> [TASK TO COMPLETE]
The records below are to be reproduced exactly, and no picture should appear in the copy.

(EXCERPTED RECORDS)

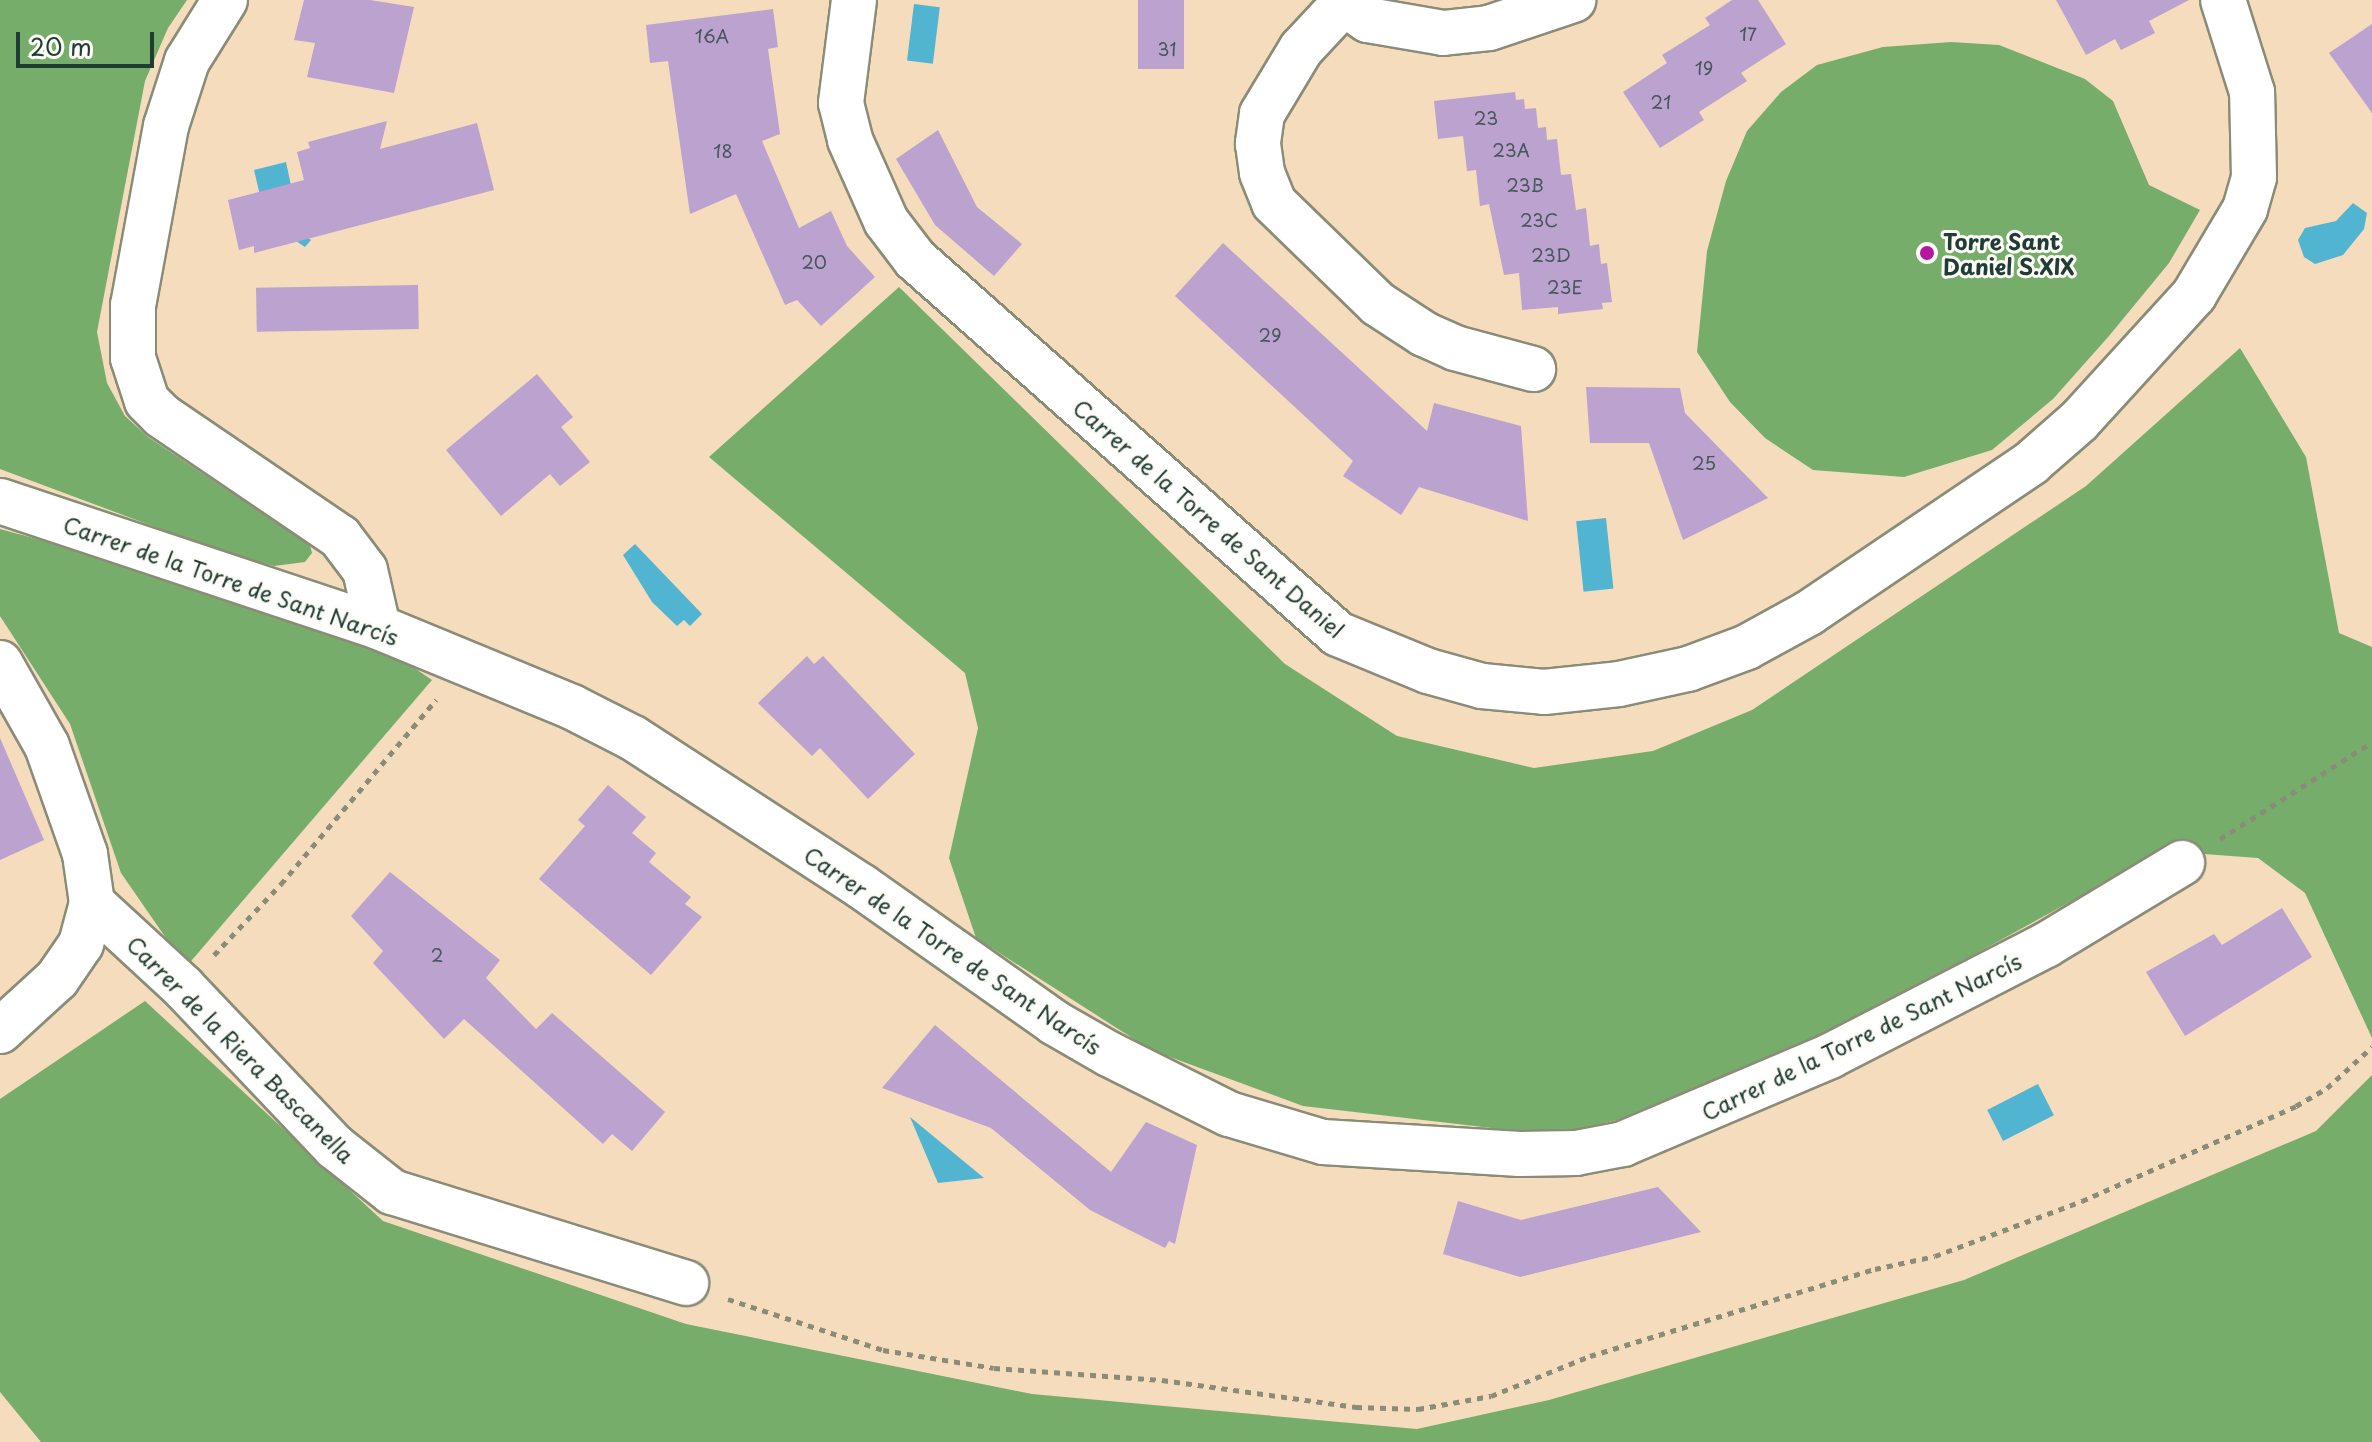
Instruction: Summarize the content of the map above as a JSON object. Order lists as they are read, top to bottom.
{
  "streets": {
    "street": ["Carrer de la Torre de Sant Daniel", "Carrer de la Torre de Sant Narcís", "Carrer de la Riera Bascanella"]
  },
  "places": ["Torre Sant Daniel S.XIX"],
  "house_numbers": [
    "17",
    "16A",
    "31",
    "19",
    "21",
    "23",
    "23A",
    "18",
    "23B",
    "23C",
    "23D",
    "20",
    "23E",
    "29",
    "25",
    "2"
  ],
  "scale_bar": "20 m"
}
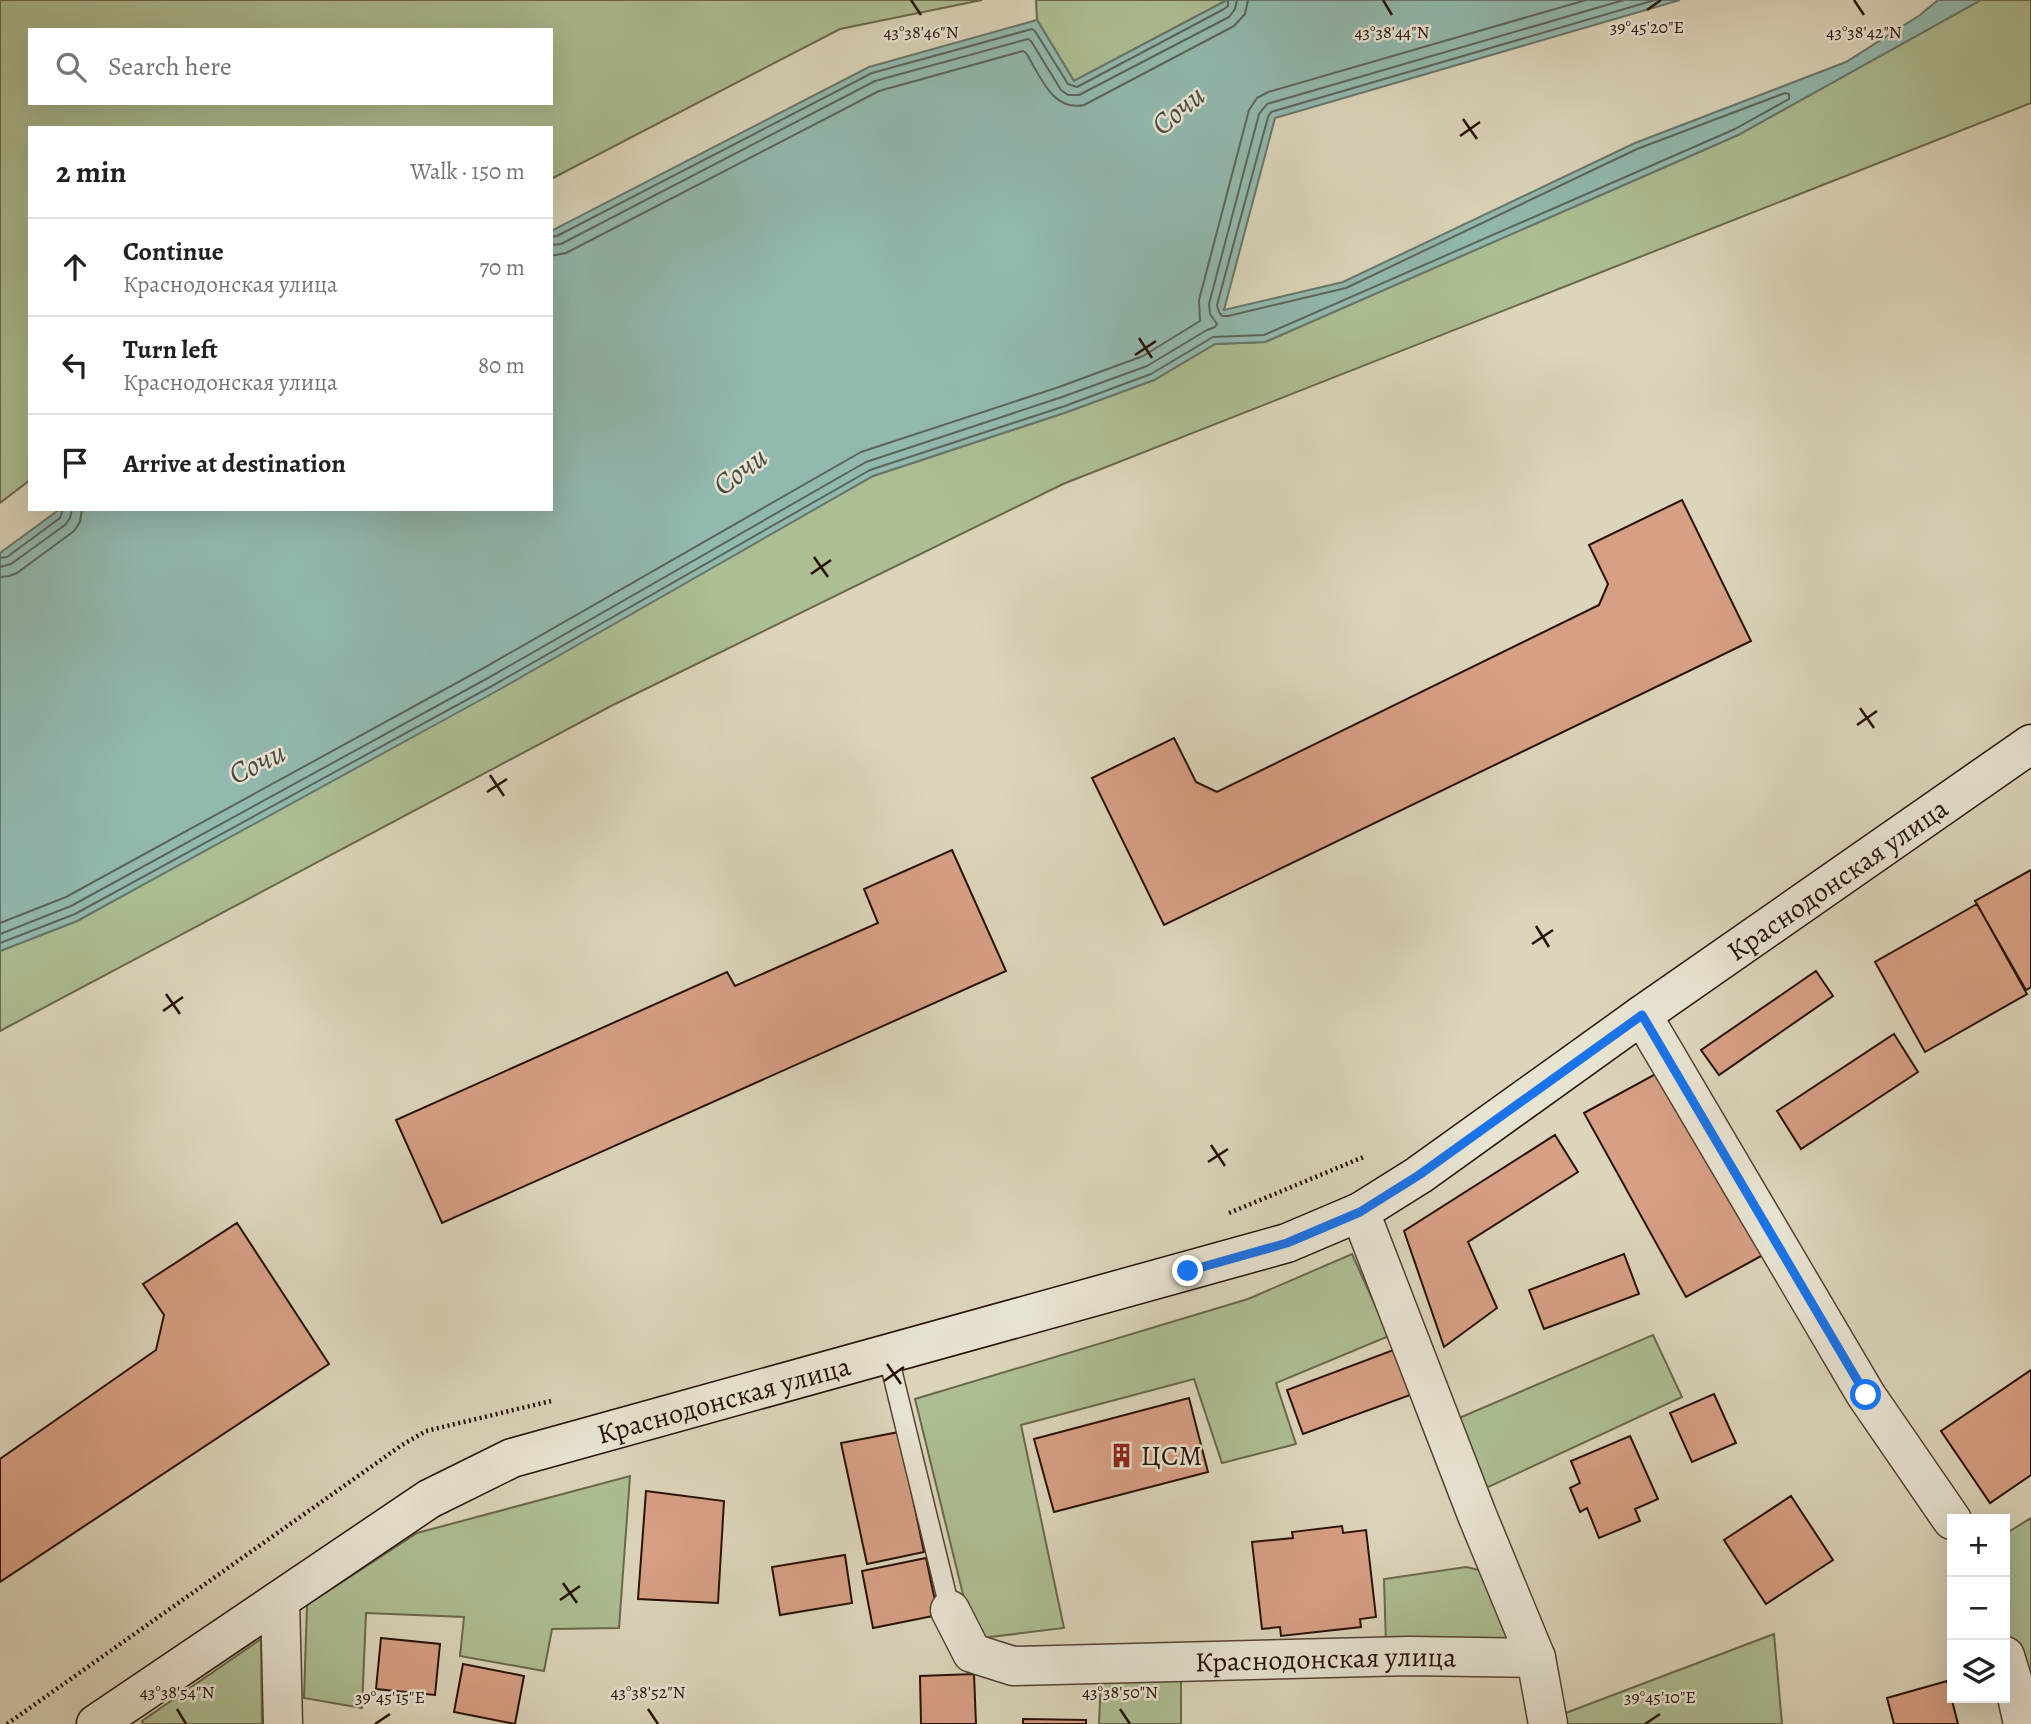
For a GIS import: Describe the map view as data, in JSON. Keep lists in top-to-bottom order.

(End EXCERPTED RECORDS)

> [WRITTEN RESPONSE]
Instruction: Summarize the content of the map above as a JSON object. Order lists as they are read, top to bottom.
{
  "streets": {
    "street": ["Carrer de la Torre de Sant Daniel", "Carrer de la Torre de Sant Narcís", "Carrer de la Riera Bascanella"]
  },
  "places": ["Torre Sant Daniel S.XIX"],
  "house_numbers": [
    "17",
    "16A",
    "31",
    "19",
    "21",
    "23",
    "23A",
    "18",
    "23B",
    "23C",
    "23D",
    "20",
    "23E",
    "29",
    "25",
    "2"
  ],
  "scale_bar": "20 m"
}
For a GIS import: Describe the map view as data, in JSON. Keep lists in top-to-bottom order.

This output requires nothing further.